Wilson Disease may present symptomatically at any age although the majority presents between ages 5 and 35. It is also essential to screen the family of patients presenting with Wilson Disease because the chance of a sibling having the disease is 25%.
Wilson Disease patients often develop both liver and neuropsychiatric symptoms, none exclusive for Wilson Disease, which makes the diagnosis challenging. The diagnosis therefore needs to rely on the evaluation of a combination of biochemical markers and clinical symptoms.

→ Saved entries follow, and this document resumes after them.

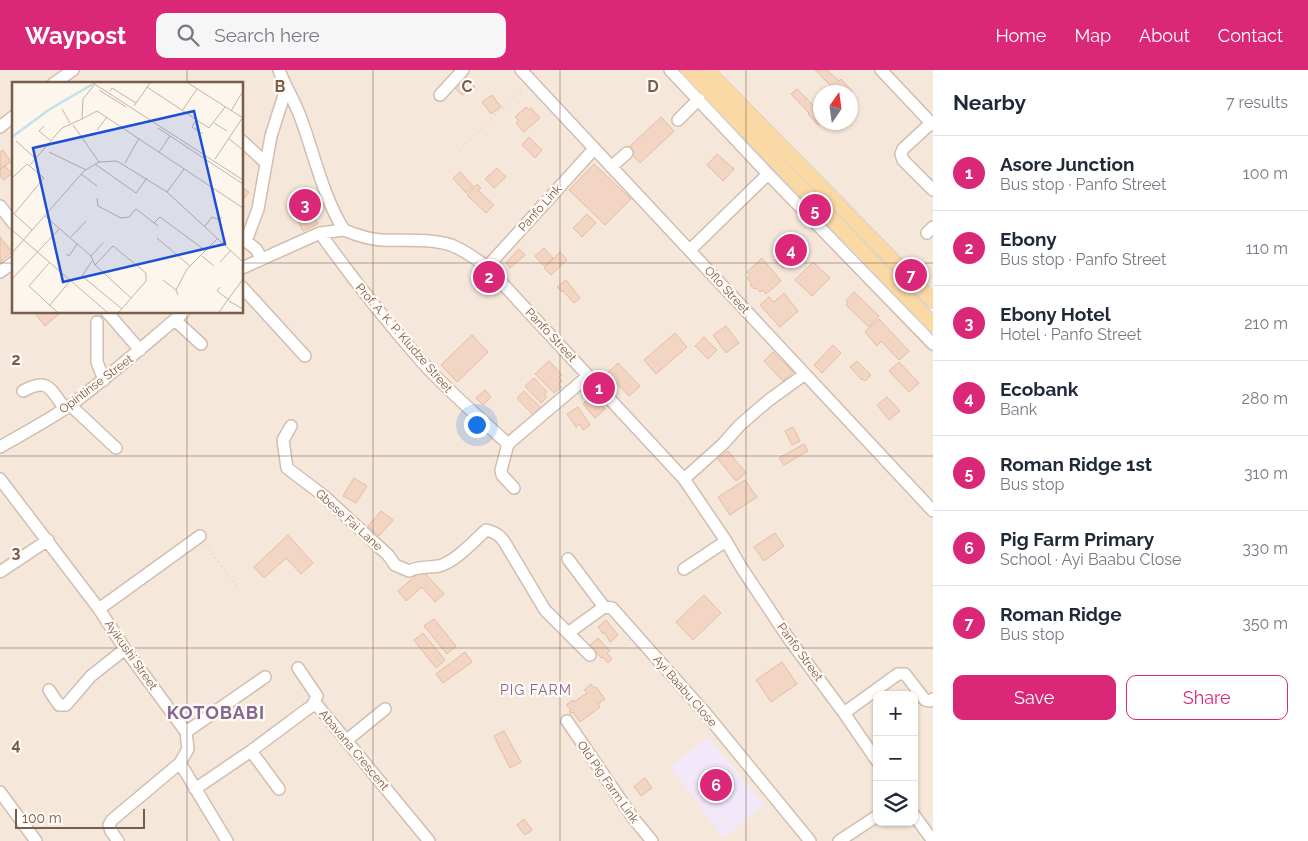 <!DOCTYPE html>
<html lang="en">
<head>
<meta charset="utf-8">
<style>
	body { margin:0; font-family:Raleway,sans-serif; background:#f6f6f7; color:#1f2937 }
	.controls { position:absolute; right:15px; bottom:15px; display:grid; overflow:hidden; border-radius:10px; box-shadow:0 1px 4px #0004 }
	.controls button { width:45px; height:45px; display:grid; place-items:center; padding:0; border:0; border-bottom:1px solid #e0e1e3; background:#fff; color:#1f2937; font:25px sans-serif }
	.compass { position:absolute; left:813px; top:15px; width:45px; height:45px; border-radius:50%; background:#fff; box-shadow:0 1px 4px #0004; rotate:13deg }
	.scale { position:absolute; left:15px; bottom:12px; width:130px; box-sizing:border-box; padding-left:5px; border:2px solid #7a5c4d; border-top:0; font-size:14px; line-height:18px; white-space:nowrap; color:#7a5c4d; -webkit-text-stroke:4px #fffaf3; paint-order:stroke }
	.you { position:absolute; left:476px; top:354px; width:18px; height:18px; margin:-12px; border:4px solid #fff; border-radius:50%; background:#1a73e8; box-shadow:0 0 0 8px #1a73e833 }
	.badge { display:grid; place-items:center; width:32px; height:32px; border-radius:50%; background:#db2777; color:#fff; font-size:16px; font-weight:700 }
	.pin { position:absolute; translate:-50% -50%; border:2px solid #fff; box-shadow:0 1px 5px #0006 }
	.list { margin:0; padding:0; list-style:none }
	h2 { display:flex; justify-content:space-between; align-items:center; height:65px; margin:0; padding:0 20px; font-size:21px }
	h2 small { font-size:16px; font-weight:400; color:#747a83 }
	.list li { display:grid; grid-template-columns:32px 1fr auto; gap:15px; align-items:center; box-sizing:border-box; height:75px; padding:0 20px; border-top:1px solid #e0e1e3 }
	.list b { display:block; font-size:19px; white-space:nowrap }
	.list p { margin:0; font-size:16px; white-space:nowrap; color:#747a83 }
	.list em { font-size:16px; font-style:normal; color:#747a83 }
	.actions { display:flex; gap:10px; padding:15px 20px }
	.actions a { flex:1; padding:11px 0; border:1px solid #db2777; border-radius:10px; text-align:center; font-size:18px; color:#db2777 }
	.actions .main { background:#db2777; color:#fff }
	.icon { flex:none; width:28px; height:28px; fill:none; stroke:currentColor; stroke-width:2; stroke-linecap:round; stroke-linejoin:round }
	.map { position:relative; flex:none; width:933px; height:771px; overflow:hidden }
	header { display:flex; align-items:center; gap:30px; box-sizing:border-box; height:70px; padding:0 25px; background:#db2777; color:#fff }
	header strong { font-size:24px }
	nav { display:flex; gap:28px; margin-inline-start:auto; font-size:18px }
	.search { width:350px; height:45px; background:#f6f6f7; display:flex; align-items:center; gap:12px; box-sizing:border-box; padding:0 18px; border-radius:10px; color:#747a83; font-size:19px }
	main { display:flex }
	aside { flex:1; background:#fff }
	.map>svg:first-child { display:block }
	.residential { fill:#f5e8da; fill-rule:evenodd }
	.education { fill:#f3e8fa }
	.building { fill:#f3d5c3; stroke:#e6bba3 }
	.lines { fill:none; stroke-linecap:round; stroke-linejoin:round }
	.minor-casing { stroke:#d1beb0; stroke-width:14 }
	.major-casing { stroke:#dad1cd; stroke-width:16 }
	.path { stroke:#d9b8a5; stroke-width:1; stroke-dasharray:1 4; stroke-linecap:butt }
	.minor { stroke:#fff; stroke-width:11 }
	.major { stroke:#fbd9a5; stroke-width:14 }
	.grid { fill:none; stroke:#7a5c4d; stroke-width:1; stroke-opacity:0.55 }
	.labels { text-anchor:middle; stroke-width:4.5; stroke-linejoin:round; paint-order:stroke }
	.street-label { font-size:12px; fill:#7a5c4d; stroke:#fffaf3 }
	.neighbourhood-label { font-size:14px; letter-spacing:1px; fill:#846695; stroke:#fffaf3 }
	.district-label { font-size:18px; font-weight:bold; letter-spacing:1px; fill:#846695; stroke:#fffaf3 }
	.inset-river { fill:none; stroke:#bfe3e8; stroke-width:2.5 }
	.inset-road { fill:none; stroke:#c5b3a7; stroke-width:1 }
	.view { fill:#1d4ed8; fill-opacity:0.15; stroke:#1d4ed8; stroke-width:2.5 }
	.inset-edge { fill:none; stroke:#7a5c4d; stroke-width:2.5 }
	.grid-label { font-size:16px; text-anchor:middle; font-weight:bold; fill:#7a5c4d; stroke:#fffaf3; stroke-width:4.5; stroke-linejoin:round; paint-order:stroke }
</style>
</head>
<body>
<header>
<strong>Waypost</strong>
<div class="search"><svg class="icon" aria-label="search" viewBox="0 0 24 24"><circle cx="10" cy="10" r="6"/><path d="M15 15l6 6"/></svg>Search here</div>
<nav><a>Home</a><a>Map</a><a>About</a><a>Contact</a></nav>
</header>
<main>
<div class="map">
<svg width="933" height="771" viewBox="0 0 933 771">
	<rect width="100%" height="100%" fill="#fdf6ec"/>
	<path class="residential" d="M0 0H672L933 278V771H0ZM14 14H242V242H14ZM877 625H914V752H877Z
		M719 0H933V221L728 9ZM821 22H851V52H821Z"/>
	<path class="education" d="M708 667 764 734 724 768 670 697Z"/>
	<path class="building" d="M815 0H827L839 11 841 9 852 21 851 23 832 22 835 20Z
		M466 7 475 17 462 25 453 16Z
		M797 19 816 38 821 34V52L818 55 808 44 809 43 791 24Z
		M492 25 501 37 491 44 482 32Z
		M526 37 529 40 531 38 540 48 524 62 516 53 519 50 515 47Z
		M661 47 674 61 640 93 627 79Z
		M529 67 542 80 535 88 522 75Z
		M3 80 11 92 0 99V82Z
		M717 84 734 99 723 111 707 95Z
		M594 94 631 129 605 155 569 120Z
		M5 96 12 103 4 110 0 106V100Z
		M497 98 506 107 494 118 485 109Z
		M460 102 473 116 466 123 453 108Z
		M477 114 481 118 478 120 494 135 486 143 467 125Z
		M242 117 249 122 242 131Z
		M304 127 318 154 303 161 290 134Z
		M587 144 596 153 582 167 573 158Z
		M788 165 806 184 797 193 793 188 783 198 775 190 783 182 777 175Z
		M0 167 12 182 0 192Z
		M544 178 553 188 544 196 535 186Z
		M519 179 525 185 510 198 506 193Z
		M560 182 567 190 551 205 544 198Z
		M762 188 781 211 766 224 763 220 760 222 756 218 754 219 750 215 752 214 747 208 750 205 747 202Z
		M813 192 830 208 812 226 795 210Z
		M566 210 580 228 574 233 563 221 562 222 557 217Z
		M854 222 879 246 869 257 846 235 848 233 846 231Z
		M784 223 798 241 780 257 760 235 769 227 774 232Z
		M38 242H61L45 256 36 245Z
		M879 249 909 281 899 290 881 271 877 276 865 262Z
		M726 256 739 273 726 283 713 265Z
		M675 263 687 277 656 304 644 290Z
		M472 265 488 282 457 312 441 295Z
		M704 267 717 280 708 289 695 276Z
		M833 275 841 283 822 303 814 295Z
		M773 282 793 302 783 311 764 291Z
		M549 291 562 305 559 307 562 311 559 314 561 317 554 323 535 304Z
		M857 291 871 305 865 311 863 309 862 310 850 297Z
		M899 292 919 313 909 322 889 301Z
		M618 293 640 316 629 326 607 303Z
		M534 308 547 322 544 325 547 327 541 333 525 316Z
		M485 320 491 327 483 335 476 328Z
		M524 321 541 338 533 345 517 328Z
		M592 325 605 339 595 348 583 334Z
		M887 327 900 341 889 350 877 335Z
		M578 337 590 355 583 360 580 354 576 357 567 344Z
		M793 357 800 371 792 375 785 361Z
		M804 374 808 381 784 395 779 388Z
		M728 381 746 403 736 411 718 389Z
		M354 408 367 416 356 433 343 426Z
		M745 410 757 427 730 445 718 427Z
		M381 441 393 450 379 466 368 456Z
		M775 463 784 476 764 491 754 477Z
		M288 465 313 493 301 504 286 488 264 508 254 497Z
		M422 500 444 524 435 532 422 517 406 531 398 521Z
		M704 525 721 543 693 570 676 552Z
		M434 549 456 576 447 584 424 556Z
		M606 550 618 565 610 572 605 563 603 564 598 557Z
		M423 563 445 590 436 598 414 570Z
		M598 568 610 581 607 583 612 589 608 593 603 587 601 588 590 575Z
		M465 582 472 592 443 613 436 604Z
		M782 592 797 614 771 632 756 610Z
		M591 614 594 618 596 617 605 629 598 634 600 637 580 652 573 642 571 644 569 642 571 640 566 635 573 630 574 632 587 623 584 620Z
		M504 661 521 692 510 698 494 666Z
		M645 708 652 718 641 726 634 716Z
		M524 749 532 760 525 765 517 755Z"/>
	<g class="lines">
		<defs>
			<path id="minor" d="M279 0C285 16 294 30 300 46 314 83 323 127 344 160 356 165 369 169 381 170 404 171 429 168 451 175 464 180 475 188 487 197L684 409 726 471 741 497 789 569 844 643 877 691
				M521 0 933 441
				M670 0 768 104 933 274
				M881 0 933 55
				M53 14 73 0
				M440 25 463 0
				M678 50 699 29
				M931 53 903 79 901 84 903 90 933 120
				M0 57 14 46
				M242 71 265 92
				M611 97 627 83
				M0 136 14 154
				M320 163C352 208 386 251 422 292 449 322 479 347 508 374
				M927 163 933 157
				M242 168 256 179 262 189
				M246 171 258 139 271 66 286 19
				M690 180 768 104
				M487 197 594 79
				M242 198 320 163 344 160
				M0 202 14 192
				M242 217 305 286
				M107 242 140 280
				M175 250 201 274
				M97 252V292L104 310
				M23 321C49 307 50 319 65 339
				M70 335 116 378
				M291 356 283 370 287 398 324 426 388 485 395 495 409 501C419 496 428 498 439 496 455 492 474 471 486 460 495 462 500 465 505 473L545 540 568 563
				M508 374 588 306
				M508 374 501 400 502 405 514 418
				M0 377C24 363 49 350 72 334 111 305 147 273 184 242
				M0 409 99 539 125 579 186 662 188 679 180 693 227 771
				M684 409 723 374 740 355 769 330 805 304
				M568 489 604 537
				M684 499 726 471
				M0 502 48 470
				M99 539 200 466
				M590 585 568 563 604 537 612 538 707 645 810 771
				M298 598 317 626 312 636
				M49 620 59 635H66L91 606 125 579
				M844 643 898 604H905L925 630 930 631 933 629
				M567 651 633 748 652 771
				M186 662 265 607
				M347 670 385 639
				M251 681 279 719
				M195 719 251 681 306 640 312 636 317 635 429 771
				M0 722 36 771
				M914 745 933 771
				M118 771 111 761 109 755 112 750 180 693
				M839 771 877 746"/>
			<path id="major" d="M688 0 933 254
				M707 0 933 231"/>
		</defs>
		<use href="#minor" class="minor-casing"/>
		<use href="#major" class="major-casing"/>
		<path class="path" d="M459 80 523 18
			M206 475 237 517"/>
		<use href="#minor" class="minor"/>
		<use href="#major" class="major"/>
	</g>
	<path class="grid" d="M187 0V14M373 0V771M560 0V771M746 0V771M0 193H14M242 193H933M187 242V771M0 386H933M0 578H933"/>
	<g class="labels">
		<g class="street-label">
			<text transform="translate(540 138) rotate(-48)" y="4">Panfo Link</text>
			<text transform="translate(727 220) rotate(47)" y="4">Oflo Street</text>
			<text transform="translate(551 265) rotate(47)" y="4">Panfo Street</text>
			<text transform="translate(404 268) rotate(49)" y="4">Prof. A. K. P. Kludze Street</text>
			<text transform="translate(96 314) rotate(-37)" y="4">Opintinse Street</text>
			<text transform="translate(349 450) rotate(42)" y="4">Gbese Fai Lane</text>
			<text transform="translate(800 582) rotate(54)" y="4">Panfo Street</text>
			<text transform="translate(131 585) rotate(55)" y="4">Ayikushi Street</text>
			<text transform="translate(685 621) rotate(49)" y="4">Ayi Baabu Close</text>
			<text transform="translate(354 680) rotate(50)" y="4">Abavana Crescent</text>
			<text transform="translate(608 712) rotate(55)" y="4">Old Pig Farm Link</text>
		</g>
		<g class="neighbourhood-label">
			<text x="536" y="625">PIG FARM</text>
		</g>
		<g class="district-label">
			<text x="216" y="649">KOTOBABI</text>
		</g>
	</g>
	<g transform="translate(12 12)">
		<rect width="231" height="231" fill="#fdf6ec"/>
		<path class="inset-river" d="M0 55 38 27 81 2"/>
		<path class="inset-road" d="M81 1 231 98M176 1 231 36M135 5 197 46 213 25M87 8 114 25M98 9 100 6 124 21M122 24 138 1M50 27 58 41M170 29 185 7M219 29 231 9M70 37 85 29 231 126M184 38 180 45 191 52M202 41 215 49M61 43 87 80M32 44 27 49 38 58M146 46 231 102M85 48 95 35M217 57 231 68M4 59 23 76M37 70 74 88M147 70 158 54M203 77 231 35M113 81 127 56M83 82 124 111M18 83 50 46 70 37 71 17 83 2M69 92 85 104M0 96 15 82 32 96 2 132M155 110 172 87M124 111 135 96M85 116 86 124 109 136 117 135 124 127 142 141M0 130 20 148M33 134 79 174 83 183 119 216M146 144 142 141 148 135 194 169M193 144 200 135 207 138 210 135M0 148 95 230M59 155 74 139M145 156 178 184M0 171 72 89 87 80 105 79 155 110 231 180M54 172 57 174 65 162M79 174 91 161M190 174 202 184M80 179 70 194 110 227M208 180 219 168M37 181 17 204 45 230M83 183 101 164 134 191V199L107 230M0 197 48 146M151 198 164 208M208 205 205 209 217 218M166 213 164 208 175 187 206 156M217 219 231 227M37 224 58 199M207 230 231 197"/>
		<path class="view" d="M182 29 213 162 51 200 21 66Z"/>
		<rect width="231" height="231" class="inset-edge"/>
	</g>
	<g class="grid-label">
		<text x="280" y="22">B</text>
		<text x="467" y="22">C</text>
		<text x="653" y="22">D</text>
		<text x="16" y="295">2</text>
		<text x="16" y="488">3</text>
		<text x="16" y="680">4</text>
	</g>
</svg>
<div class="controls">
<button>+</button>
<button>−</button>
<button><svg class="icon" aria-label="layers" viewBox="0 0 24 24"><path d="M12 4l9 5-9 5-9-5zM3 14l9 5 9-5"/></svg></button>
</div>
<svg class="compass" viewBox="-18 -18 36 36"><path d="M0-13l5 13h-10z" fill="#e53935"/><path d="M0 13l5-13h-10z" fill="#747a83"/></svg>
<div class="scale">100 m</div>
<div class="you"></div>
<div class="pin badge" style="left:599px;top:318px">1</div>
<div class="pin badge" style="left:489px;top:207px">2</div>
<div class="pin badge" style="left:305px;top:135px">3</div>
<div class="pin badge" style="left:791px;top:180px">4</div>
<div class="pin badge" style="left:815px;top:140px">5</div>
<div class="pin badge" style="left:716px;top:715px">6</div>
<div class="pin badge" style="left:911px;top:205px">7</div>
</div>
<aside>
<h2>Nearby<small>7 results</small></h2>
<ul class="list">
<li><span class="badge">1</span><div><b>Asore Junction</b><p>Bus stop · Panfo Street</p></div><em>100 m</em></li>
<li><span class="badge">2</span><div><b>Ebony</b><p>Bus stop · Panfo Street</p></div><em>110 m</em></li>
<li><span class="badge">3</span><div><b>Ebony Hotel</b><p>Hotel · Panfo Street</p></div><em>210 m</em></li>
<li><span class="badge">4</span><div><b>Ecobank</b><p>Bank</p></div><em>280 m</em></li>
<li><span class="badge">5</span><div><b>Roman Ridge 1st</b><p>Bus stop</p></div><em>310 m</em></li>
<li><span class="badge">6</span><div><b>Pig Farm Primary</b><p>School · Ayi Baabu Close</p></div><em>330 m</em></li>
<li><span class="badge">7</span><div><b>Roman Ridge</b><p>Bus stop</p></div><em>350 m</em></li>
</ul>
<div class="actions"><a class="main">Save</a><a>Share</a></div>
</aside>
</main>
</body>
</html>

Measuring copper levels in the body is a central part in diagnosing Wilson Disease, but the biochemical picture is complicated. Despite being a disease of excess copper, total serum copper is typically reduced in Wilson Disease patients compared to other individuals, due to the decreased levels of ceruloplasmin (as ATP7B ATPase cannot load copper onto ceruloplasmin and its half-life reduces). In contrast to the total copper level, ‘free’ (toxic) copper in the blood is normally increased.
As a consequence of copper overload, Kayser-Fleischer rings (deposits of copper around the iris, characteristic for Wilson Disease) may form, however they do not cause any symptoms and only a subset of Wilson Disease patients develops them.
Experts in Wilson Disease have developed a system for diagnosing Wilson Disease which includes an evaluation of biochemical and genetic data and clinical symptoms from individual patients. This method for diagnosis has been included in the European clinical practice guidelines for Wilson Disease.
Late diagnosis is the most common cause of death in Wilson Disease.